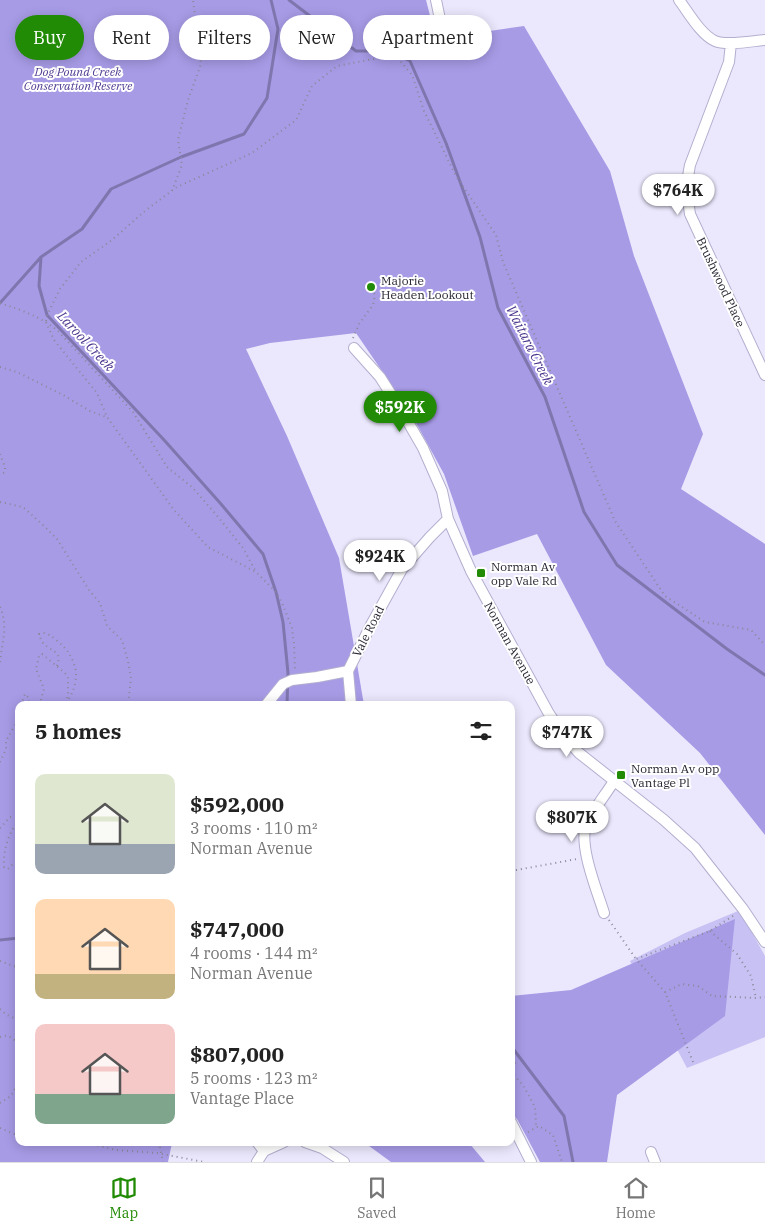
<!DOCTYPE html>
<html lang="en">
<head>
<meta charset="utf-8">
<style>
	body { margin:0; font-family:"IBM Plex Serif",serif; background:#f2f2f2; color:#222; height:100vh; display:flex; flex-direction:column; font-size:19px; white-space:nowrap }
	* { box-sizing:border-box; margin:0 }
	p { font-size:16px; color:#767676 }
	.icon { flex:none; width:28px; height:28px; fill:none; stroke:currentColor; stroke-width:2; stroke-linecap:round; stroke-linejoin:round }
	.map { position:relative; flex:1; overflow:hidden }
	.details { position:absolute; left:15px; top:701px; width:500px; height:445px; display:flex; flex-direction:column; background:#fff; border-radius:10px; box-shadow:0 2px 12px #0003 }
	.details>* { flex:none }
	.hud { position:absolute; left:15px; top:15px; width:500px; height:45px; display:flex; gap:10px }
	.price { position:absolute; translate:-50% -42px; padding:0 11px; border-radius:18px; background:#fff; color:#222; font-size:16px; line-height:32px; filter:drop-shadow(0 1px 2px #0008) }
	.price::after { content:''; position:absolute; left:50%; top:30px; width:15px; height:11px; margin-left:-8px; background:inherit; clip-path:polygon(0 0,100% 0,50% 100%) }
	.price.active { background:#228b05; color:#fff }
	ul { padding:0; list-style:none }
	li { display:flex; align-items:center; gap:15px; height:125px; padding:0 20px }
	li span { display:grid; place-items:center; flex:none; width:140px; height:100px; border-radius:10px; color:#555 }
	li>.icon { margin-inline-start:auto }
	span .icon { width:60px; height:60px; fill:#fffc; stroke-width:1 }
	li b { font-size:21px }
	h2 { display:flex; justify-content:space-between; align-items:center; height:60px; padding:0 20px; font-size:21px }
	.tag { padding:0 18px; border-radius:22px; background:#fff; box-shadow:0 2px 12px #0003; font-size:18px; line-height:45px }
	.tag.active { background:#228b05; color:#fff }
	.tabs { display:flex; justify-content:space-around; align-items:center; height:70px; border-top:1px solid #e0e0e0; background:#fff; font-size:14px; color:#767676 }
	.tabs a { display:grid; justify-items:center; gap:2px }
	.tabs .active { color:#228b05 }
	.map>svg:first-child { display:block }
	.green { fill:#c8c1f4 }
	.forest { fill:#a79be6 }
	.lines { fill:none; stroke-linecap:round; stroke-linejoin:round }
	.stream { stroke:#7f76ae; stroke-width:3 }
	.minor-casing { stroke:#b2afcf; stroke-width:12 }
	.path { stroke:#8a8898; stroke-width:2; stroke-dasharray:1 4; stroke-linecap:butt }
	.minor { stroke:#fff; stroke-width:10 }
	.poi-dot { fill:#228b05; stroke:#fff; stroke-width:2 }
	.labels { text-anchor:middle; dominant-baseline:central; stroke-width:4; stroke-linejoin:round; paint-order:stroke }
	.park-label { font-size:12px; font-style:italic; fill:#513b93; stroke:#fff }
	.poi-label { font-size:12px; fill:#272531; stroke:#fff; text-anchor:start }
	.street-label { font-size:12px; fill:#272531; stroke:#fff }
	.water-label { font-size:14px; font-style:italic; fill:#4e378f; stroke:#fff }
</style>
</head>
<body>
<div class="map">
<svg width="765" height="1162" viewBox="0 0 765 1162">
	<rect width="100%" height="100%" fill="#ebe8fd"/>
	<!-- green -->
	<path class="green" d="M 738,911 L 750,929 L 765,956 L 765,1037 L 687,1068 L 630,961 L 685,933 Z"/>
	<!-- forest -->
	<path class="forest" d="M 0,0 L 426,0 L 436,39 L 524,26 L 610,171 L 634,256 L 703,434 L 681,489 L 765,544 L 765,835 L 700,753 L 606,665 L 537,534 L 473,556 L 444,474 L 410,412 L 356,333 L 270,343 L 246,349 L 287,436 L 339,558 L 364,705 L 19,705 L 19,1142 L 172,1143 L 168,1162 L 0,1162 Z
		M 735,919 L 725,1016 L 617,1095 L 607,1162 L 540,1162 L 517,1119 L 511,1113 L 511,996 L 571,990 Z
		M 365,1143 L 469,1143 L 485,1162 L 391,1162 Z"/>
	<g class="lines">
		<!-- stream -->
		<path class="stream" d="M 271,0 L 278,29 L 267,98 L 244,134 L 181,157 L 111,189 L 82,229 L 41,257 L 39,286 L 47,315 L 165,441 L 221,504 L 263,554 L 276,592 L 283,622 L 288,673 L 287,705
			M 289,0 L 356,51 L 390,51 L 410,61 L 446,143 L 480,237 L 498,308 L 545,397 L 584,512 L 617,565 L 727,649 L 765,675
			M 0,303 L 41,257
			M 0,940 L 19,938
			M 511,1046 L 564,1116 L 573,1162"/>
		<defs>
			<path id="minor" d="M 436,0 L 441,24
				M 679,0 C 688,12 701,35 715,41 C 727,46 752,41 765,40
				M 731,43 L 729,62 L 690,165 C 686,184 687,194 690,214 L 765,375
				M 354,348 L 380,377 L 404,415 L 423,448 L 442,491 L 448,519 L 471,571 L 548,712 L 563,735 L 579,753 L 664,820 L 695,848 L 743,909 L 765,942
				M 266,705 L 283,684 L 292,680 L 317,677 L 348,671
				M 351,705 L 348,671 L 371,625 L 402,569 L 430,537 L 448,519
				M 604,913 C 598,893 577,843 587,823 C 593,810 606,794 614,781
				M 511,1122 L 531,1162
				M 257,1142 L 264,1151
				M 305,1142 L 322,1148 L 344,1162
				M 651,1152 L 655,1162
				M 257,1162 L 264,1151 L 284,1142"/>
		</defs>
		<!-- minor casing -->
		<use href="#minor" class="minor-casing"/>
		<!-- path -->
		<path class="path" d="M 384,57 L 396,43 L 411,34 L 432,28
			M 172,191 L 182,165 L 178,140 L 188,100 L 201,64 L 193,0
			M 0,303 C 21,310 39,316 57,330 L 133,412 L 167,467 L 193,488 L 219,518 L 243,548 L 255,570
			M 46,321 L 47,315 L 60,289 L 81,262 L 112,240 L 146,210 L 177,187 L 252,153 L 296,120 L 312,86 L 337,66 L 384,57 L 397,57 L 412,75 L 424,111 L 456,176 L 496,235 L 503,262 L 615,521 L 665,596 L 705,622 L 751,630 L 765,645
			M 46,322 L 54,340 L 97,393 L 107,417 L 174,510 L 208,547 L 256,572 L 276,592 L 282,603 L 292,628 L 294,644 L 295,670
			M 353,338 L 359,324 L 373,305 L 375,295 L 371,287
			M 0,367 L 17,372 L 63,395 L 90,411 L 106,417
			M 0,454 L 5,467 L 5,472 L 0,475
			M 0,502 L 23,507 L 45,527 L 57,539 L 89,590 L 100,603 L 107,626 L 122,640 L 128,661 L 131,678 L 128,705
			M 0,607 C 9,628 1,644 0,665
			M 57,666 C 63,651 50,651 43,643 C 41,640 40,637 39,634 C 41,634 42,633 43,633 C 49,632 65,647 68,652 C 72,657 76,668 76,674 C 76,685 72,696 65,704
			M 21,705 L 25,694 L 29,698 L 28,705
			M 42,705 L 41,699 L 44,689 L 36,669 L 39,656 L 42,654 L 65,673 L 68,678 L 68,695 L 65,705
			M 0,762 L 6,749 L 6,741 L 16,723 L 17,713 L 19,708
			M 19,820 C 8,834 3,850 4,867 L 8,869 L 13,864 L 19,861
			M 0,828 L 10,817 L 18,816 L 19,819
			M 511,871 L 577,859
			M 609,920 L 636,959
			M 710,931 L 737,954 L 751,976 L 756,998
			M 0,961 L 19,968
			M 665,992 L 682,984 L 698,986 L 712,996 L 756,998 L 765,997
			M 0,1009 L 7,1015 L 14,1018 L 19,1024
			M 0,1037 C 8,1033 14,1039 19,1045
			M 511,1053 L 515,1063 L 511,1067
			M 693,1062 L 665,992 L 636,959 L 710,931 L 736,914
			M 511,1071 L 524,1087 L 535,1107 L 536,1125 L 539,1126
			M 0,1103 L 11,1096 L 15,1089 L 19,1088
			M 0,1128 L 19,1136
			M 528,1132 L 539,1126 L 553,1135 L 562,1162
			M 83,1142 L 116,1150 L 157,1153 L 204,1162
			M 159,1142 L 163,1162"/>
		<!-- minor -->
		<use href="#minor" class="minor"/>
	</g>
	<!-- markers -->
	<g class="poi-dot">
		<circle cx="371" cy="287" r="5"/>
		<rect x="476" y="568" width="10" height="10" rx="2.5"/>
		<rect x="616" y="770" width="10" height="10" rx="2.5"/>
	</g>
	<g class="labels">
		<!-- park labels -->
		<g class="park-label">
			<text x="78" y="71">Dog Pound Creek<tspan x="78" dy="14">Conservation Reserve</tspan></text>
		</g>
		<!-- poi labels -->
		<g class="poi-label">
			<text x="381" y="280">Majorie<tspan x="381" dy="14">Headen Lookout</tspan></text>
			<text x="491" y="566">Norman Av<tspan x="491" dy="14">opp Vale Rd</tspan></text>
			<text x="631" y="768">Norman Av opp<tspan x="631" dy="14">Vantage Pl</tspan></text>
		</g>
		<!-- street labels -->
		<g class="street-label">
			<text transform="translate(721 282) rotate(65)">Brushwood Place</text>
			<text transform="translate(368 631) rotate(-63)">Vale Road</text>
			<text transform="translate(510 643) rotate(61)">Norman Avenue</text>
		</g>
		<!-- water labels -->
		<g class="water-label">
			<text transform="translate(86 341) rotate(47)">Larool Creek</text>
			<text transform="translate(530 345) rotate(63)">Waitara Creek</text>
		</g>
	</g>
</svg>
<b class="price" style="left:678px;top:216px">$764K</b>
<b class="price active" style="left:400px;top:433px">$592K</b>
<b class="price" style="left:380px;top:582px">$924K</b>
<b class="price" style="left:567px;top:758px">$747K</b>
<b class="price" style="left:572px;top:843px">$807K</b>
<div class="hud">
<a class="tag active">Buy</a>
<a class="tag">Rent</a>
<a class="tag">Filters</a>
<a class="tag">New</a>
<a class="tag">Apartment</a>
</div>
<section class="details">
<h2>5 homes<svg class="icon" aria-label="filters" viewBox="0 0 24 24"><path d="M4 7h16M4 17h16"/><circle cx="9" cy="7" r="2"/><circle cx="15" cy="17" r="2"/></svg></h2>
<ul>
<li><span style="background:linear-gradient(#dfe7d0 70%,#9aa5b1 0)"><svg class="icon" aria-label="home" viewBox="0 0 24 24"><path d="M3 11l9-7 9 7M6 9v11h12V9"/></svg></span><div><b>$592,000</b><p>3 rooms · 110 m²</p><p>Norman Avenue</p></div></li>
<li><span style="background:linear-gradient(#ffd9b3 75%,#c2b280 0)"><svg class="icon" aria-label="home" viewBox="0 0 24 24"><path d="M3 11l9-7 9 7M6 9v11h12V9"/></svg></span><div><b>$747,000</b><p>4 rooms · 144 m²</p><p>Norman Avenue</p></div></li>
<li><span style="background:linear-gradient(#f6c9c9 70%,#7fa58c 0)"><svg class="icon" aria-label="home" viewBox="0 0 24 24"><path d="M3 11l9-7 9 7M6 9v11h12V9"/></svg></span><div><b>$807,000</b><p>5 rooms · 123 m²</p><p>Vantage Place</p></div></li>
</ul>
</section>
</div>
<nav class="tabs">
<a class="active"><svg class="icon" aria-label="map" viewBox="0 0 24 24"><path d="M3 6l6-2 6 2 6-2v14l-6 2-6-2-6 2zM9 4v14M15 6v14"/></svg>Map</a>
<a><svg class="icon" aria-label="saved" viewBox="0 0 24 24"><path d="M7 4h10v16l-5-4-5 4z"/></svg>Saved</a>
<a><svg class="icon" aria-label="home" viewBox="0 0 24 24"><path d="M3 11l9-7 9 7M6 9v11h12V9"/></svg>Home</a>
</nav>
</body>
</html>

> [GOAL OF THE EXERCISE] Each line holding the word "tabs" must be copied from the data.

> [OUTPUT OF THE TASK]
	.tabs { display:flex; justify-content:space-around; align-items:center; height:70px; border-top:1px solid #e0e0e0; background:#fff; font-size:14px; color:#767676 }
	.tabs a { display:grid; justify-items:center; gap:2px }
	.tabs .active { color:#228b05 }
<nav class="tabs">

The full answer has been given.